24 - Pelo que tais actos são nulos, nomeadamente nos termos da al. a) do n.º 1 do art. 88º do DL n.º 100/84, de 29/3, e por natureza, e ofendem manifestamente elementares princípios da boa fé e de bons costumes por que se deve pautar uma pessoa de bem.

25 - Ainda que de mera anulação se tratasse, o prazo para o efeito só podia começar a correr quando o direito pudesse ser exercido por parte da recorrente.

26 - Tal prazo não pode começar a correr antes de o direito se subjectivar, de contrário o direito pode vir a precludir antes mesmo de poder ser exercido, o que não é legal, nem razoável. Pelo que o prazo só deverá contar-se a partir da data do conhecimento.

27 - A recorrente dirigiu-se ao tribunal quando suspeitou que a implantação do prédio pela recorrida sobre a Rua do ... eliminava a passagem pública de peões e veículos.

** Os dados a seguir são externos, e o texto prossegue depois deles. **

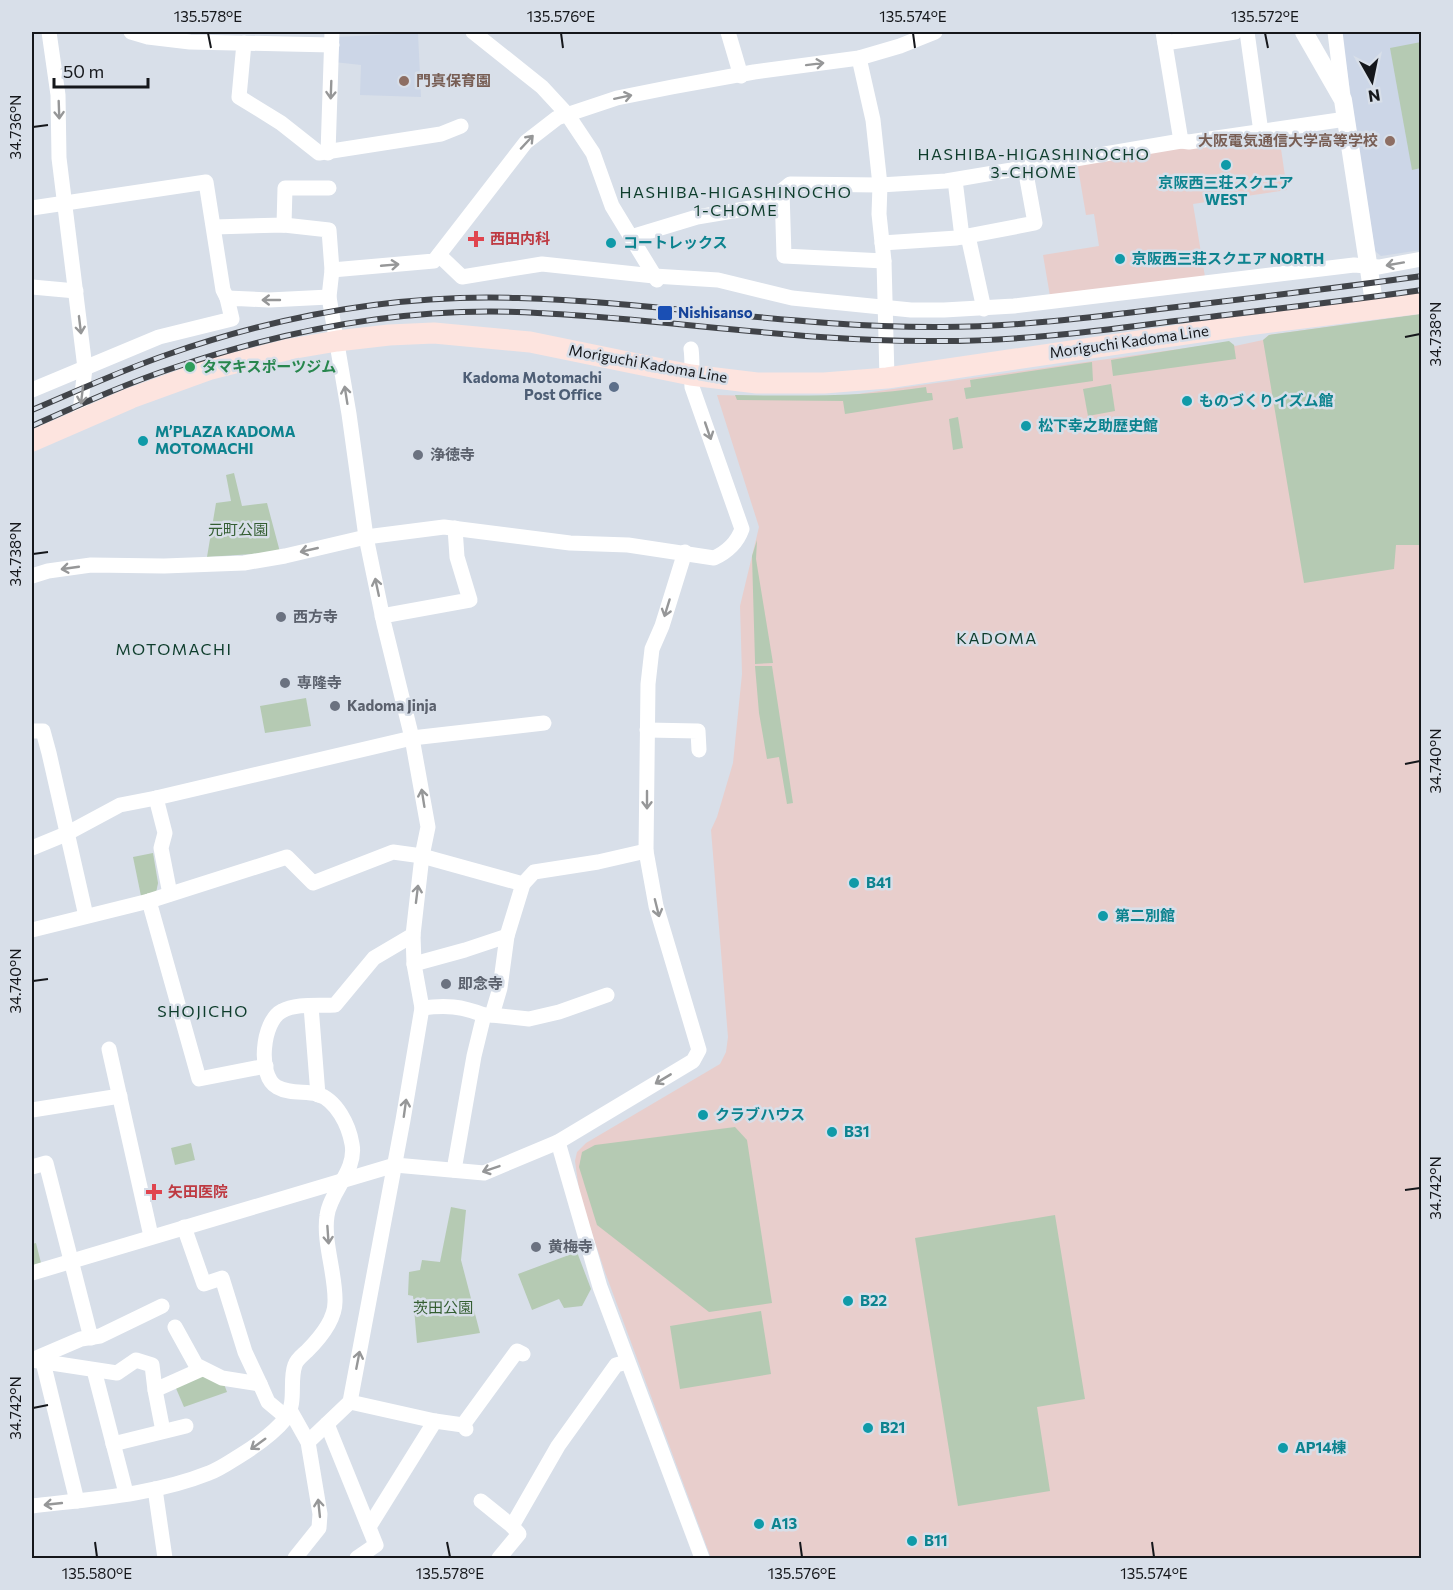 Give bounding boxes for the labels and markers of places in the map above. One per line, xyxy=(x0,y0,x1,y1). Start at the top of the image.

28 - Em todo o caso, a decisão recorrida é omissa quanto à data em que as decisões impugnadas entraram em vigor e a data em que a recorrente teve conhecimento, pelo que, neste caso, será nula nos termos do art. 668º, n.º 1, als. b) e c), do CPC, que se invoca para os efeitos legais.

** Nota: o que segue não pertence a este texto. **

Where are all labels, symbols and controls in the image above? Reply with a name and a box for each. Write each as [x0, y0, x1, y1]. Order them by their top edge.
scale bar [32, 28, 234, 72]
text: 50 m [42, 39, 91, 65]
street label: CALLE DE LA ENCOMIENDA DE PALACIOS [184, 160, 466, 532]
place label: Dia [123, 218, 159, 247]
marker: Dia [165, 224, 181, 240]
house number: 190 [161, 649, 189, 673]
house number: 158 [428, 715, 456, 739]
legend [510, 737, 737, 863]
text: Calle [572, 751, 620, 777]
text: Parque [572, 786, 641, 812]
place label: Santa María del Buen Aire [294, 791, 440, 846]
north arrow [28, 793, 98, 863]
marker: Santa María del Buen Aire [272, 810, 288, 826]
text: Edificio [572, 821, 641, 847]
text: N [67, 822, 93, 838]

29 - A decisão impugnada desrespeitou as normas dos artigos 16º, 17º, 18º/1, 20º/4 e 5, 25º/1, 66º/1 e 237º/2, da Constituição da República Portuguesa e do disposto no art. 6º/1 da convenção Europeia dos Direitos do Homem ratificada pela Lei 65/78, de 13/10, e no art. 29º/2 da Declaração Universal dos Direitos do Homem.

As entidades recorridas contra-alegaram, defendendo que os actos contenciosamente impugnados não são nulos e que, tendo sido publicados entre 1982 e 1990, foi extemporaneamente interposto o recurso contencioso, que só entrou em juízo em 7/6/95. Consideraram, assim, que a decisão «sub censura» deve ser mantida.

Contra-alegou também a recorrida particular atrás indicada, que ofereceu as conclusões seguintes:

  1. A matéria de facto julgada provada não merece qualquer censura porquanto a mesma resulta dos documentos juntos aos autos, devendo manter-se inalterada.

  2. Resulta dos documentos que, antes da desafectação das parcelas vendidas, não existia nas mesmas qualquer via pública construída e que, nas parcelas 4, 5 e 6 da planta n.º 17.948 constante de fls. 42 do processo instrutor, e na sequência das edificações, garante-se a passagem pública a peões e veículos, conforme consta da escritura de compra e venda de doação, bem como da respectiva certidão da Conservatória do Registo Predial, foi feita uma passagem para peões e veículos da Rua ... para a Rua ..., n.º 1 a 13, existindo ainda, além deste acesso, um arruamento alcatroado que liga as Ruas ... e ...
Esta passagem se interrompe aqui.